──────── Record excerpts ────────

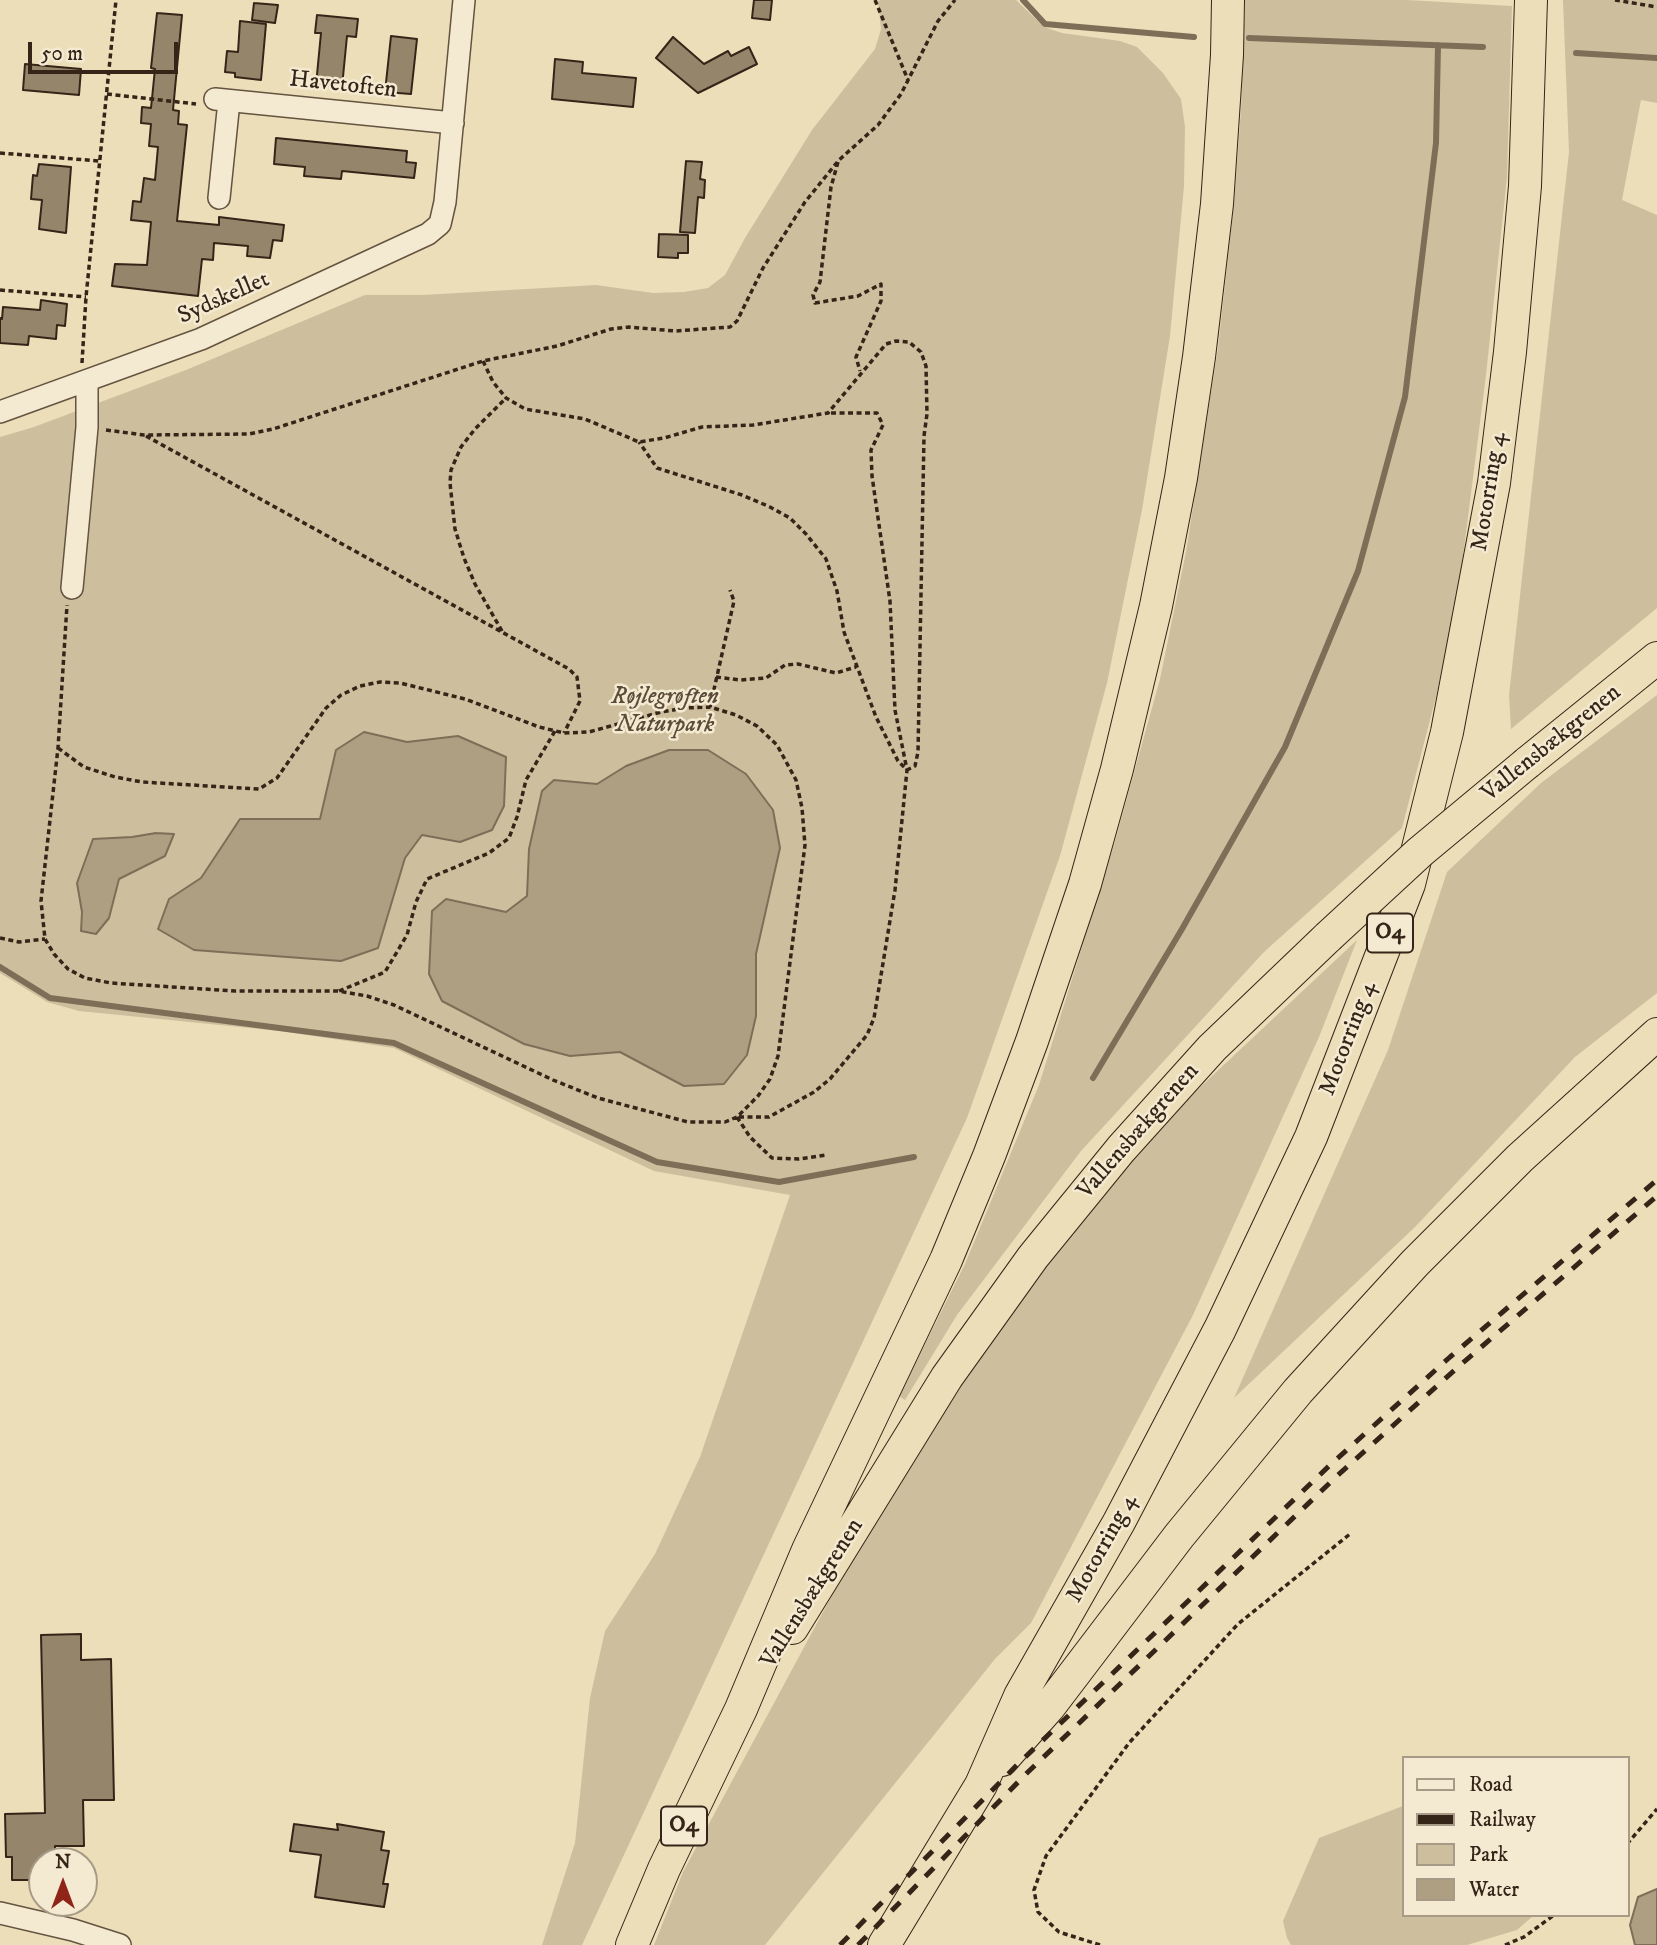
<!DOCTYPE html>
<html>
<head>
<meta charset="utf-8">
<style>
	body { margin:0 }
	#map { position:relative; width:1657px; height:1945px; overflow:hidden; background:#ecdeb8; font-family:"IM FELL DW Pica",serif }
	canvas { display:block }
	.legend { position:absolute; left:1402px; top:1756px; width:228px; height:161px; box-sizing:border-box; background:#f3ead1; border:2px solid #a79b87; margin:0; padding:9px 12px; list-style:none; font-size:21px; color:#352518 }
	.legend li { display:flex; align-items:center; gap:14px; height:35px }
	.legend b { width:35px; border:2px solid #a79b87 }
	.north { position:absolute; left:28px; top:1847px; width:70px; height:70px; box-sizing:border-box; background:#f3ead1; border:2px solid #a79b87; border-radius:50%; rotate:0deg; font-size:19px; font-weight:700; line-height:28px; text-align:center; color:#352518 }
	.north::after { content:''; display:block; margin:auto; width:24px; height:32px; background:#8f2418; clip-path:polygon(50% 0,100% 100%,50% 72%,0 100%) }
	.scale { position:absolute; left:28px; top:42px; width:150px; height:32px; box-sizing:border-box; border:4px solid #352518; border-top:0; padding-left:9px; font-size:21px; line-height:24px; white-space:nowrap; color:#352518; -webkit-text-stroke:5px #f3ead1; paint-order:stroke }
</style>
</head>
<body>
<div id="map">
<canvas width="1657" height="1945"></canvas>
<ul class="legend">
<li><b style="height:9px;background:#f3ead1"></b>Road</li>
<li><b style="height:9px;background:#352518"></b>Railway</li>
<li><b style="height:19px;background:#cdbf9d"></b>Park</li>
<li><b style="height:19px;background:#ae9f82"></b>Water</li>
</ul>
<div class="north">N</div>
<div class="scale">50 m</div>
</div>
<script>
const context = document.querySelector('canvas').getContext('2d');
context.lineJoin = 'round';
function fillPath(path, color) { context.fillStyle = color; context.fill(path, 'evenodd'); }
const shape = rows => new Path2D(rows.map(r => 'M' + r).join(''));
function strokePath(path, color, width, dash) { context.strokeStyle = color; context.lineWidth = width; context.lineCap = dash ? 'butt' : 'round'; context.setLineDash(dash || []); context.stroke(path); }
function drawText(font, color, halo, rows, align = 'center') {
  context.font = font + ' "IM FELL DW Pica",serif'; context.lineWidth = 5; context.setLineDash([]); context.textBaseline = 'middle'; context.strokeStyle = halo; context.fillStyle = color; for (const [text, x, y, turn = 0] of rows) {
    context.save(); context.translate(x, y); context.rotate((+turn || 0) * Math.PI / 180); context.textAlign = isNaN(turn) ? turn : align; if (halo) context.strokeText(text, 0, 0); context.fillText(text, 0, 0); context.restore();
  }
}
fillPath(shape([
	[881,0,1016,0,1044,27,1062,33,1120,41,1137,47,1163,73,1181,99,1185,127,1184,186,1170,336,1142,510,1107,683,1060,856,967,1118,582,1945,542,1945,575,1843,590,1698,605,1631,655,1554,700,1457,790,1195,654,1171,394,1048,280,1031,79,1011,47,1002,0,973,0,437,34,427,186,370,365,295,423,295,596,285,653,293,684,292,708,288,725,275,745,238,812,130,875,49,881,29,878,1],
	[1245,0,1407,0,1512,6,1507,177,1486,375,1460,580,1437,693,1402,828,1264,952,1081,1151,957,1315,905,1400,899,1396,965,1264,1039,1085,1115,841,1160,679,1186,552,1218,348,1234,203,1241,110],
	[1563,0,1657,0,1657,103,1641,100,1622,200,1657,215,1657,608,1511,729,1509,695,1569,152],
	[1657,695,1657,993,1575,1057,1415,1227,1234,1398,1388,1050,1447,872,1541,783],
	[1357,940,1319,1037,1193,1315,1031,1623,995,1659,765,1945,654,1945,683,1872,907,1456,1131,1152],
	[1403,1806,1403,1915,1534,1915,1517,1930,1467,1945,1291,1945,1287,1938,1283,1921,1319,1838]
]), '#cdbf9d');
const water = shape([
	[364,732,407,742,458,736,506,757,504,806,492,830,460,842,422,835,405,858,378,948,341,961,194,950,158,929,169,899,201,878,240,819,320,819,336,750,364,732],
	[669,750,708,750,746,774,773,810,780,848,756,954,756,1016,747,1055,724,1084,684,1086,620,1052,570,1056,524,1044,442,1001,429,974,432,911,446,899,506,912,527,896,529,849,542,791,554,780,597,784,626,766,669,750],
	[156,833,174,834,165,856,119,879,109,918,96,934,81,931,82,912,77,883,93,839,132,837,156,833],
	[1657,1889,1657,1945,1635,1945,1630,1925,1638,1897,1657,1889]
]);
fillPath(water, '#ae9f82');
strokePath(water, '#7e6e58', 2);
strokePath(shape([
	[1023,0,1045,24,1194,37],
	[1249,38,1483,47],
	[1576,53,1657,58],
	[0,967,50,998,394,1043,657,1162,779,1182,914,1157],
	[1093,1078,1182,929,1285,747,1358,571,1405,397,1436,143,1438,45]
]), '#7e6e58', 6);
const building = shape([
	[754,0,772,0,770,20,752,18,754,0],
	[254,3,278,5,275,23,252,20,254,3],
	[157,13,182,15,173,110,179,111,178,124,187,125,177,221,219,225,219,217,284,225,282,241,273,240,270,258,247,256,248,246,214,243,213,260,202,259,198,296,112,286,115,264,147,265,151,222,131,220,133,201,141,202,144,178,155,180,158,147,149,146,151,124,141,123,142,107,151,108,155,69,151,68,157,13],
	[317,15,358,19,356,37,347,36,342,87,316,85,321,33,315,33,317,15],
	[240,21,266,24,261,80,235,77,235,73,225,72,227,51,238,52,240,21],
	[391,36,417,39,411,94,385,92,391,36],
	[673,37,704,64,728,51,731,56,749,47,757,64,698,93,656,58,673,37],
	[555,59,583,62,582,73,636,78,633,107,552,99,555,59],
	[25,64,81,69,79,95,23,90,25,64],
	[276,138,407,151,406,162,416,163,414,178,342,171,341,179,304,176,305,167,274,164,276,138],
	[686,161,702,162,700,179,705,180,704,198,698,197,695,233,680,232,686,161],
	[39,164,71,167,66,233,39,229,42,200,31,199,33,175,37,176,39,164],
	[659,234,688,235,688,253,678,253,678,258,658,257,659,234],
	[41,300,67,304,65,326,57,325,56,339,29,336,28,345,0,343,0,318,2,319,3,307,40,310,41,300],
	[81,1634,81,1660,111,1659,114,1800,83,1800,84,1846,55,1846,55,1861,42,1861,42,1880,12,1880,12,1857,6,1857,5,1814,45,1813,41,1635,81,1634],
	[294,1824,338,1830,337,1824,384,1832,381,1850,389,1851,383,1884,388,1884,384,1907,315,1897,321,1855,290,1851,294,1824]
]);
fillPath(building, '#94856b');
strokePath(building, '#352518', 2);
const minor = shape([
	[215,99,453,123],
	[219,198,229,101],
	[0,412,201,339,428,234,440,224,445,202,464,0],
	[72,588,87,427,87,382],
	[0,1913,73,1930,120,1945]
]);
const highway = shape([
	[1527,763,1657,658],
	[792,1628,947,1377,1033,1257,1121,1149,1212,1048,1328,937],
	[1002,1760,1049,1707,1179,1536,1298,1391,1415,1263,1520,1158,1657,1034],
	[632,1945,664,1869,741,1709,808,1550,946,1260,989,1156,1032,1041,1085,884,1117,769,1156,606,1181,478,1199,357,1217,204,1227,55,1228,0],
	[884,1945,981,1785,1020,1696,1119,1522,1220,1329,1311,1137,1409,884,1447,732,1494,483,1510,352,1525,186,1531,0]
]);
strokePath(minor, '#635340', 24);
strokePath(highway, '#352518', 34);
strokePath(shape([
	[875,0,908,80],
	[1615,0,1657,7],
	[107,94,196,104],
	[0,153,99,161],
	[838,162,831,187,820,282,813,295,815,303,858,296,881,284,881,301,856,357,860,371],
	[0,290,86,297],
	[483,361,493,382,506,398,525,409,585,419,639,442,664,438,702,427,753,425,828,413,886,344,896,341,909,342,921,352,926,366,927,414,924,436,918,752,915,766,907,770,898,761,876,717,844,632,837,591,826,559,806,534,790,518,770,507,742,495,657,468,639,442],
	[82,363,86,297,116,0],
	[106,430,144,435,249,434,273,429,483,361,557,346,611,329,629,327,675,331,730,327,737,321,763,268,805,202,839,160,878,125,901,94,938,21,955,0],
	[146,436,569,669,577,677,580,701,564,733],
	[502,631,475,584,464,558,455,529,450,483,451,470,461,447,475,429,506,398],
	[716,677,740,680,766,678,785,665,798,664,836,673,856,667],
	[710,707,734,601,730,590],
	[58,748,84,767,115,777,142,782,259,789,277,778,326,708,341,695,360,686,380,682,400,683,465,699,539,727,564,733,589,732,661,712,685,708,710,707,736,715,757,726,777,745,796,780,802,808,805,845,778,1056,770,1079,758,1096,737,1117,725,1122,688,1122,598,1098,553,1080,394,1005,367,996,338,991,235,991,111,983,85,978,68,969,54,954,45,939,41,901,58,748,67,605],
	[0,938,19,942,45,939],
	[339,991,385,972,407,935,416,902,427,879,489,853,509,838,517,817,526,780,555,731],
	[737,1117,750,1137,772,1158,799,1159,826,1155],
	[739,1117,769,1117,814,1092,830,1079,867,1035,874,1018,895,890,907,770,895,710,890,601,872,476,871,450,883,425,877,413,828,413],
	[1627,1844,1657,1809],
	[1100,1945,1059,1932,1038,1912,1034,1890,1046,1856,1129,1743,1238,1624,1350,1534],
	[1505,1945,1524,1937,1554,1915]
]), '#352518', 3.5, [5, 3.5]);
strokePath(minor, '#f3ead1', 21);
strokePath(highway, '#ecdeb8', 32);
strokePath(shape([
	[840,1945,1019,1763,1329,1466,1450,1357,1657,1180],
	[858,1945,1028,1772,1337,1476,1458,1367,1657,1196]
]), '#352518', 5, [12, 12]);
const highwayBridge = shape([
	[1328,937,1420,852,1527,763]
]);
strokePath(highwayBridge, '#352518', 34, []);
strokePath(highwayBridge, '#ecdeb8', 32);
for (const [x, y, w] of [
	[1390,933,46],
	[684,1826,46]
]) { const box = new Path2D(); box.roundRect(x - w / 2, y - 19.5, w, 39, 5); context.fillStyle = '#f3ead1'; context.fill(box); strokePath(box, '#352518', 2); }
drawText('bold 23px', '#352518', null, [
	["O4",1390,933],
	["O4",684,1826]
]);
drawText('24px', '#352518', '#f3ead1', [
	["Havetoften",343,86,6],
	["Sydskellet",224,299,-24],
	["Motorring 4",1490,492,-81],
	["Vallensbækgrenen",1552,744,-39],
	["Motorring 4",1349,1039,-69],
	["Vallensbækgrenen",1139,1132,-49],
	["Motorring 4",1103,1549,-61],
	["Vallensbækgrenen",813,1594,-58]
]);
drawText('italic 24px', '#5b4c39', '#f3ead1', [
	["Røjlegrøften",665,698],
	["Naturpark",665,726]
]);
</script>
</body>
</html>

────────

▶ Instructions for the task
Count each line of the data where the word "shape" appears, then reply with the total only.

▶ Task solution
10